Fleeing the scene of a bungled burglary, Bogdan spun his car on an icy road, wrecking a car in which Richard and his family were driving. Richard’s wife and daughter died. Bogdan knows that the man he saw in the wrecked car was a journalist from California; he can track Richard on the Internet. Richard knows Bogdan only as a face seen through a shattered window: “A receding hairline, graying eyebrows, a chipped tooth. Smallish eyes. To the left of an unremarkable nose, a large mole cleft in the middle, as if two separate growths have tried and failed to merge. A face destined to be forgotten by everyone, except the man who’s seeing it right now.”
More than Bogdan or Richard, the reader knows what connects them. When Richard returns to Krakow and heads for a café where Bogdan is sitting, only the reader will sense what may happen when their paths converge.

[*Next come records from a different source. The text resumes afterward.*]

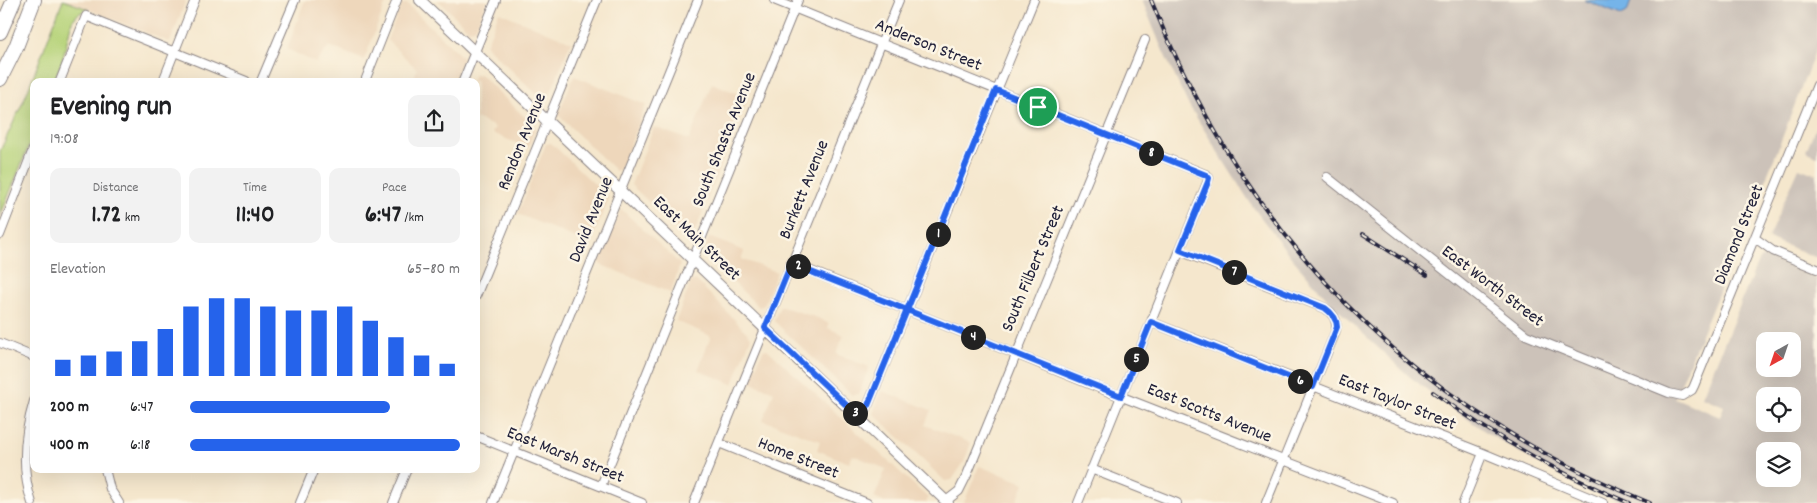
<!DOCTYPE html>
<meta charset="utf-8">
<style>
:root{--surface:#fff;--page:#f2f2f2;--text:#202124;--muted:#757577;--accent:#2563eb}
body{margin:0;font-family:Dekko,sans-serif;background:var(--page);color:var(--text);height:100vh;display:flex;flex-direction:column;font-size:19px;white-space:nowrap}
*{box-sizing:border-box;margin:0}
p{font-size:16px;color:var(--muted)}
.icon{flex:none;width:28px;height:28px;fill:none;stroke:currentColor;stroke-width:2;stroke-linecap:round;stroke-linejoin:round}
.map{position:relative;flex:1;overflow:hidden}
.side{position:absolute;left:30px;top:78px;width:450px;height:395px;display:flex;flex-direction:column;background:var(--surface);border-radius:10px;box-shadow:0 5px 20px #0002}
.side>*{flex:none}
.needle{width:32px;rotate:220deg}
.tools{position:absolute;left:1756px;top:332px;display:grid;gap:10px}
.tools a{display:grid;place-items:center;width:45px;height:45px;border-radius:10px;background:var(--surface);box-shadow:0 5px 20px #0002;font-size:25px}
.pin{position:absolute;display:grid;place-items:center;width:42px;height:42px;color:#fff;margin:-21px;border:2px solid #fff;border-radius:50%;box-shadow:0 1px 5px #0007}
.km{position:absolute;width:25px;height:25px;margin:-12px;border-radius:50%;background:#222;color:#fff;font-size:14px;line-height:25px;text-align:center}
.round{display:grid;place-items:center;flex:none;width:52px;height:52px;border-radius:10px;background:var(--page)}
.overview{display:flex;align-items:center;justify-content:space-between;height:85px;padding:0 20px}
h1{font-size:28px;font-weight:800;line-height:38px}
.stats{display:grid;grid-template-columns:repeat(3,1fr);gap:8px;height:85px;padding:5px 20px}
.stats div{display:grid;align-content:center;border-radius:10px;background:var(--page);text-align:center}
.stats b{font-size:25px;font-weight:800}
.stats small{font-size:14px;font-weight:400}
.stats p{font-size:14px}
.chart{height:140px;padding:10px 20px}
.chart p{display:flex;justify-content:space-between}
.chart svg{width:100%;height:90px;margin-top:5px;stroke:var(--accent);stroke-width:6}
ul{padding:0 20px;list-style:none;font-size:16px}
li{display:grid;grid-template-columns:80px 60px 1fr;align-items:center;height:38px}
li i{height:12px;border-radius:6px;background:var(--accent)}
.map>svg:first-child{display:block}
</style>
<div class="map">
<svg width="1817" height="503" viewBox="0 0 1817 503">
<rect width="100%" height="100%" fill="#fcf5e5"/>
<filter id="ink" filterUnits="userSpaceOnUse"><feTurbulence type="fractalNoise" baseFrequency=".02" numOctaves="2"/><feDisplacementMap in="SourceGraphic" scale="10" xChannelSelector="R" yChannelSelector="G"/><feConvolveMatrix kernelMatrix="1 2 1 2 8 2 1 2 1" color-interpolation-filters="sRGB"/></filter>
<filter id="wash" filterUnits="userSpaceOnUse"><feTurbulence type="fractalNoise" baseFrequency=".0096" numOctaves="4" result="noise"/><feDisplacementMap in="SourceGraphic" scale="20" xChannelSelector="R" yChannelSelector="G"/><feGaussianBlur stdDeviation="1.12" result="paint"/><feColorMatrix in="noise" values="0 0 0 0 0 0 0 0 0 0 0 0 0 0 0 0 0 1.4 0 .05"/><feComposite in="paint" operator="in"/></filter>
<g filter="url(#wash)">
<rect width="100%" height="100%" fill="#f5e7cd"/>
<!-- built -->
<path fill="#eed7bb" d="M65 0H186L170 42Z
M305 0H387L364 60 329 46 316 63 287 49Z
M438 0H487L475 29 469 30Z
M402 4H407L463 58 454 81H422L414 78 417 69 387 40Z
M499 12 571 42 548 99 543 100 486 46Z
M480 74 536 128 528 148 492 133 495 127 476 118V81H471L474 75Z
M574 76 646 105 621 168 616 171 558 115Z
M712 83 748 98 693 236 688 239 631 185 654 127 689 140Z
M551 143 609 198 590 244 518 214 546 144Z
M621 209 680 264 671 293 599 264Z
M709 237 744 251 741 259 777 272 764 305 759 307 703 253Z
M696 280 751 337 733 384 698 370 711 336 676 321 691 282Z
M780 306 818 318 829 324 828 328 844 335 836 354 869 367 859 394 852 395 774 321Z
M767 349 928 498 926 503H886L874 498 886 469 853 455 849 463 817 450 820 441 763 420 774 392 750 382 763 350Z
M882 391 931 410 925 425 971 443 964 462 952 480 945 481 873 413Z
M979 466 1024 483 1016 503H964Z"/>
<!-- industrial -->
<path fill="#ccc2b9" fill-rule="evenodd" d="M1142 0H1817V46L1776 154 1675 398 1720 417 1724 406 1702 397 1759 259 1765 257 1817 279V503H1624L1586 487 1537 463 1489 434 1449 406 1410 377 1374 344 1332 304 1291 257 1253 207 1221 157 1187 102 1163 51ZM1765 341H1792V369H1765ZM1765 396H1792V424H1765ZM1765 451H1792V479H1765Z
M1817 124V156L1806 151Z
M1799 168 1817 175V258L1768 238Z"/>
<!-- green -->
<path fill="#b6d379" stroke="#6c7a5a" d="M63 0 88 9 78 14 72 21 63 58 54 81H34V133L0 217V151L24 100Z"/>
<!-- water -->
<path fill="#75b4e9" stroke="#4c6b92" d="M1584 0H1630L1631 1 1627 12 1621 15Z"/>
</g>
<g filter="url(#ink)">
<g fill="none" stroke-linecap="round" stroke-linejoin="round">
<defs>
<path id="street" d="M774 0 1207 175 1209 178 1078 503
M60 81 86 16 246 81
M163 81 195 0
M261 81 295 0
M365 81 397 0
M463 81 496 0
M1327 177 1526 335 1669 393 1682 396 1692 390 1694 386 1817 85
M0 235 34 147
M1755 238 1773 251 1817 269
M1180 251 1325 308C1334 314 1339 322 1335 333L1266 503
M791 263 1112 393 1393 503
M476 296 597 0
M1151 322 1483 453 1603 503
M0 343 34 357
M862 420 1034 0
M476 436 642 503
M719 443 867 503
M105 469 110 489 119 503
M1091 469 1177 503
M601 486 798 0
M946 501 959 491 967 475 1145 40
M32 503C21 470 24 434 34 401
M300 503 314 469
M393 503 407 469
M493 503 698 0
M694 503 899 0
M1463 503 1483 453"/>
<path id="secondary" d="M420 0 948 503"/>
<path id="highway" d="M0 32 14 0
M0 79 16 47 34 0"/>
</defs>
<!-- street casing -->
<use href="#street" stroke="#8c8484" stroke-width="10"/>
<!-- secondary casing -->
<use href="#secondary" stroke="#8c8484" stroke-width="12"/>
<!-- highway casing -->
<use href="#highway" stroke="#8c8484" stroke-width="16"/>
<!-- street -->
<use href="#street" stroke="#fff" stroke-width="8"/>
<!-- secondary -->
<use href="#secondary" stroke="#fff" stroke-width="10"/>
<!-- highway -->
<use href="#highway" stroke="#fff" stroke-width="14"/>
<defs>
<path id="rail" d="M1151 0C1224 180 1338 328 1505 430 1551 459 1600 482 1650 503
M1363 234 1427 275
M1433 392C1494 437 1560 474 1629 503"/>
</defs>
<!-- rail casing -->
<use href="#rail" stroke="#22223b" stroke-width="4"/>
<!-- rail -->
<use href="#rail" stroke="#fcf5e5" stroke-width="2" stroke-dasharray="5.5" stroke-linecap="butt"/>
</g>
</g>
<g fill="none" stroke-linecap="round" stroke-linejoin="round" filter="url(#ink)">
<defs>
<path id="route" d="M1038 107 996 90 907 310 791 264 765 328 862 420 907 310 1121 396 1151 322 1313 387 1337 327C1337 319 1332 313 1325 308L1180 250 1208 182 1209 178 1206 175 1038 107"/>
</defs>
<!-- route casing -->
<use href="#route" stroke="#fff" stroke-width="10"/>
<!-- route -->
<use href="#route" stroke="#2563eb" stroke-width="6"/>
</g>
<g text-anchor="middle" dominant-baseline="central" stroke-width="5" stroke-linejoin="round" paint-order="stroke">
<!-- street labels -->
<g font-size="18" fill="#22223b" stroke="#fcf5e5">
<text transform="translate(928 46) rotate(22)">Anderson Street</text>
<text transform="translate(725 140) rotate(-68)">South Shasta Avenue</text>
<text transform="translate(523 142) rotate(-68)">Rendon Avenue</text>
<text transform="translate(805 190) rotate(-68)">Burkett Avenue</text>
<text transform="translate(592 220) rotate(-68)">David Avenue</text>
<text transform="translate(1740 235) rotate(-68)">Diamond Street</text>
<text transform="translate(696 239) rotate(44)">East Main Street</text>
<text transform="translate(1034 269) rotate(-67)">South Filbert Street</text>
<text transform="translate(1492 287) rotate(37)">East Worth Street</text>
<text transform="translate(1397 403) rotate(22)">East Taylor Street</text>
<text transform="translate(1209 414) rotate(22)">East Scotts Avenue</text>
<text transform="translate(565 456) rotate(22)">East Marsh Street</text>
<text transform="translate(798 459) rotate(22)">Home Street</text>
</g>
</g>
</svg>
<div class="tools">
<a><svg class="needle" viewBox="-14 -14 28 28"><path d="M0-13l5 13h-10z" fill="#e53935"/><path d="M0 13l5-13h-10z" fill="#757577"/></svg></a>
<a><svg class="icon" aria-label="locate" viewBox="0 0 24 24"><circle cx="12" cy="12" r="6"/><path d="M12 2v4M12 18v4M2 12h4M18 12h4"/></svg></a>
<a><svg class="icon" aria-label="layers" viewBox="0 0 24 24"><path d="M12 4l9 5-9 5-9-5zM3 14l9 5 9-5"/></svg></a>
</div>
<div class="pin" style="left:1038px;top:107px;background:#1e9e55"><svg class="icon" aria-label="arrive" viewBox="0 0 24 24"><path d="M6 21V4h12l-3 4 3 4H6"/></svg></div>
<b class="km" style="left:938px;top:234px">1</b>
<b class="km" style="left:798px;top:266px">2</b>
<b class="km" style="left:855px;top:413px">3</b>
<b class="km" style="left:973px;top:337px">4</b>
<b class="km" style="left:1136px;top:359px">5</b>
<b class="km" style="left:1300px;top:381px">6</b>
<b class="km" style="left:1234px;top:272px">7</b>
<b class="km" style="left:1151px;top:153px">8</b>
<section class="side">
<div class="overview"><div><h1>Evening run</h1><p>19:08</p></div><a class="round"><svg class="icon" aria-label="share" viewBox="0 0 24 24"><path d="M12 15V3M7 8l5-5 5 5M5 13v7h14v-7"/></svg></a></div>
<div class="stats">
<div><p>Distance</p><b>1.72<small> km</small></b></div>
<div><p>Time</p><b>11:40</b></div>
<div><p>Pace</p><b>6:47<small> /km</small></b></div>
</div>
<div class="chart"><p><span>Elevation</span>65–80 m</p>
<svg viewBox="0 0 160 44" preserveAspectRatio="none"><path d="M5 44V36M15 44V34M25 44V32M35 44V27M45 44V21M55 44V10M65 44V6M75 44V6M85 44V10M95 44V12M105 44V12M115 44V10M125 44V17M135 44V25M145 44V34M155 44V38"/></svg>
</div>
<ul>
<li><b>200 m</b>6:47<i style="width:74%"></i></li>
<li><b>400 m</b>6:18<i style="width:100%"></i></li>
</ul>
</section>
</div>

The book is kaleidoscopic, in a loud, grim way. The narrative pulses like a CNN newsfeed, leaping from man-in-the-street views of Poland to a grisly crime scene in Fresno, while TV anchormen patter away and factoids scroll across the bottom of the screen. The fall of Communism and the rise of the Internet have opened up the world, but people have not grown wiser. (If a teenager is in trouble with drugs in Warsaw, will it help to ship him to a California suburb?) When characters lie, they reveal more than when they try to tell the truth. Bogdan is hired to drive elderly tenants out of apartments by vandalizing their buildings. Caught and questioned by the police, he explains that he is “drawn to old buildings that remind him of himself.”
“The Unmade World” is a strong book by a capable and talented author. Yarbrough has written before of Mississippi, in novels that span the years from the Jim Crow era (“Visible Spirits”) to the Second World War (“Prisoners of War”) to the Delta catfish boom of the 1980’s (“The Oxygen Man”). Mississippi readers will recognize him as a native of Indianola. They will not be surprised to learn, in light of the vitality of this book’s Polish settings and characters, that the author’s wife, Ewa Hryniewicz-Yarbrough, is a native of Krakow.
Allen Boyer is the Book Editor of HottyToddy.com.